Data from the Malaysian Palm Oil Board, released during the afternoon break, showed that end-stocks in Malaysia, the world’s No. 2 producer, had inched down 1.9 percent to 2.58 million tonnes in January. That was off recent record levels but missed expectations of a deeper fall.
Investors were also awaiting palm oil export data from cargo surveyor Societe Generale de Surveillance later on Wednesday.
On Saturday, cargo surveyor Intertek Testing Services said Malaysia’s shipments had surged 18 percent in the first ten days of February compared with a month earlier, but traders said export volumes still needed to rise to ‘decent’ levels.
‘Exports in the last five days of January showed an average of 50,000 tonnes shipped per day, which is good.
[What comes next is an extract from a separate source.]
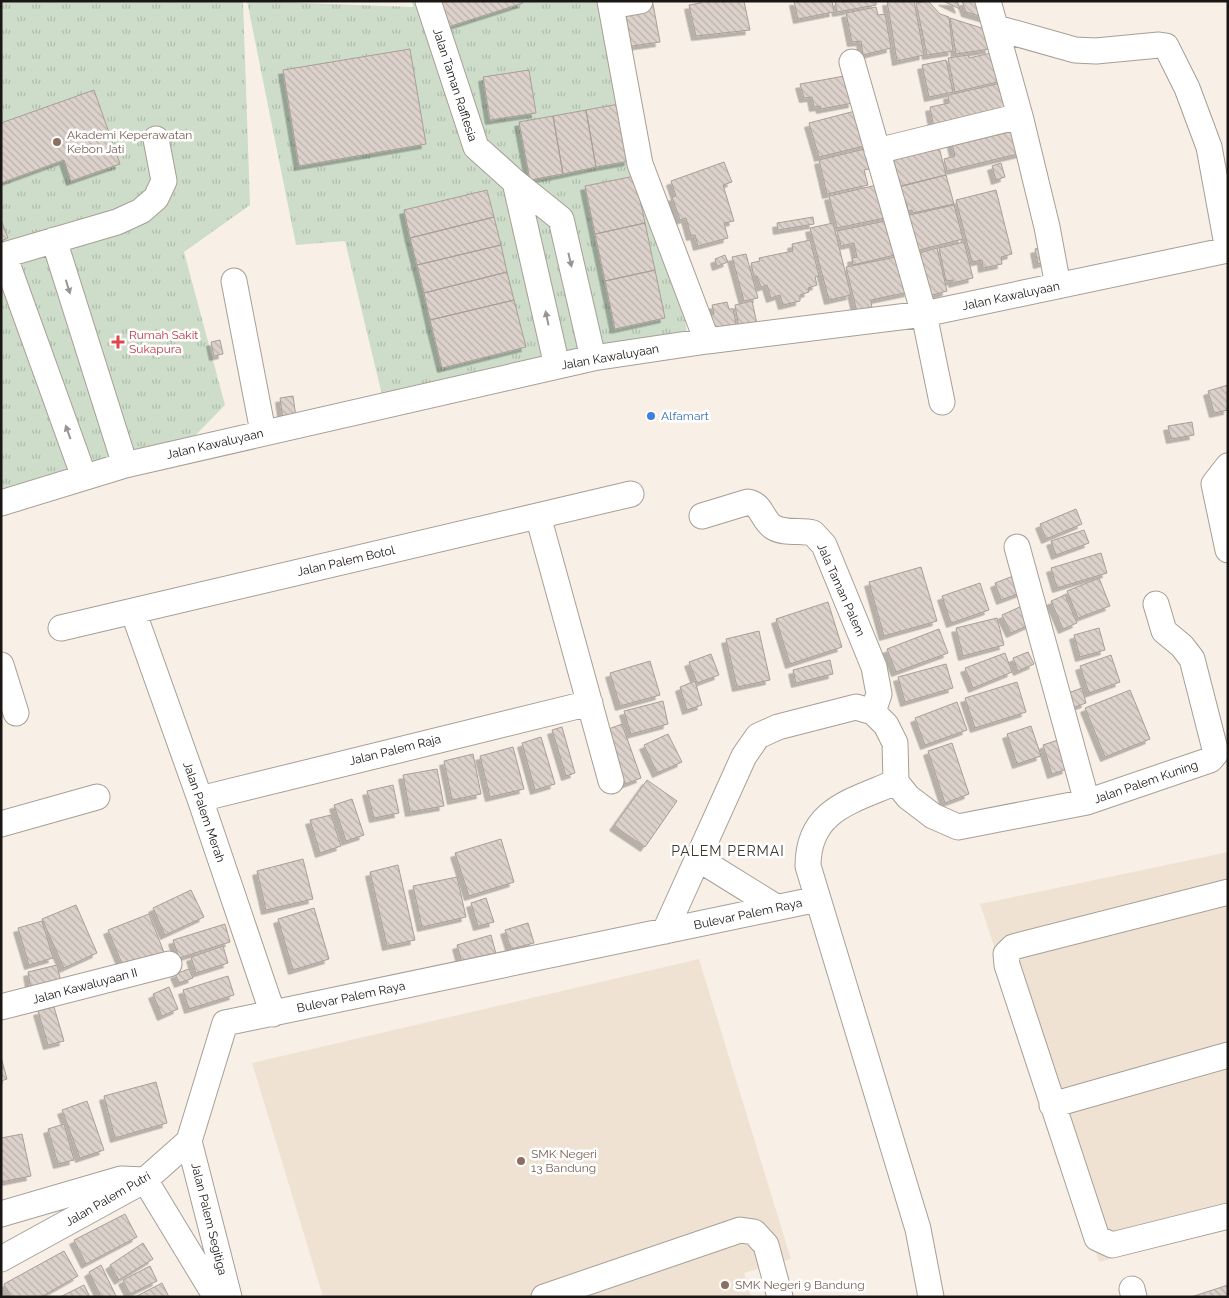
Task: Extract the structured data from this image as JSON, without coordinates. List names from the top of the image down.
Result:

We were expecting that to carry on in February, but obviously that is not the case,’ said a trader with a foreign commodities brokerage in Malaysia.
‘It will need to pick up in the coming days of February. We are at very high stocks here, so if that picks up then things will look a bit more rosy.’
The benchmark April contract on the Bursa Malaysia Derivatives Exchange fell to 2,506 ringgit ($809) per tonne, the lowest level since Jan. 30, before settling at 2,522 ringgit ($814) per tonne by the midday break, 1.5 percent lower than Friday’s close.
Total traded volumes were thin at 8,553 lots of 25 tonnes each, compared with the average 12,500 tonnes, with many investors still on holiday.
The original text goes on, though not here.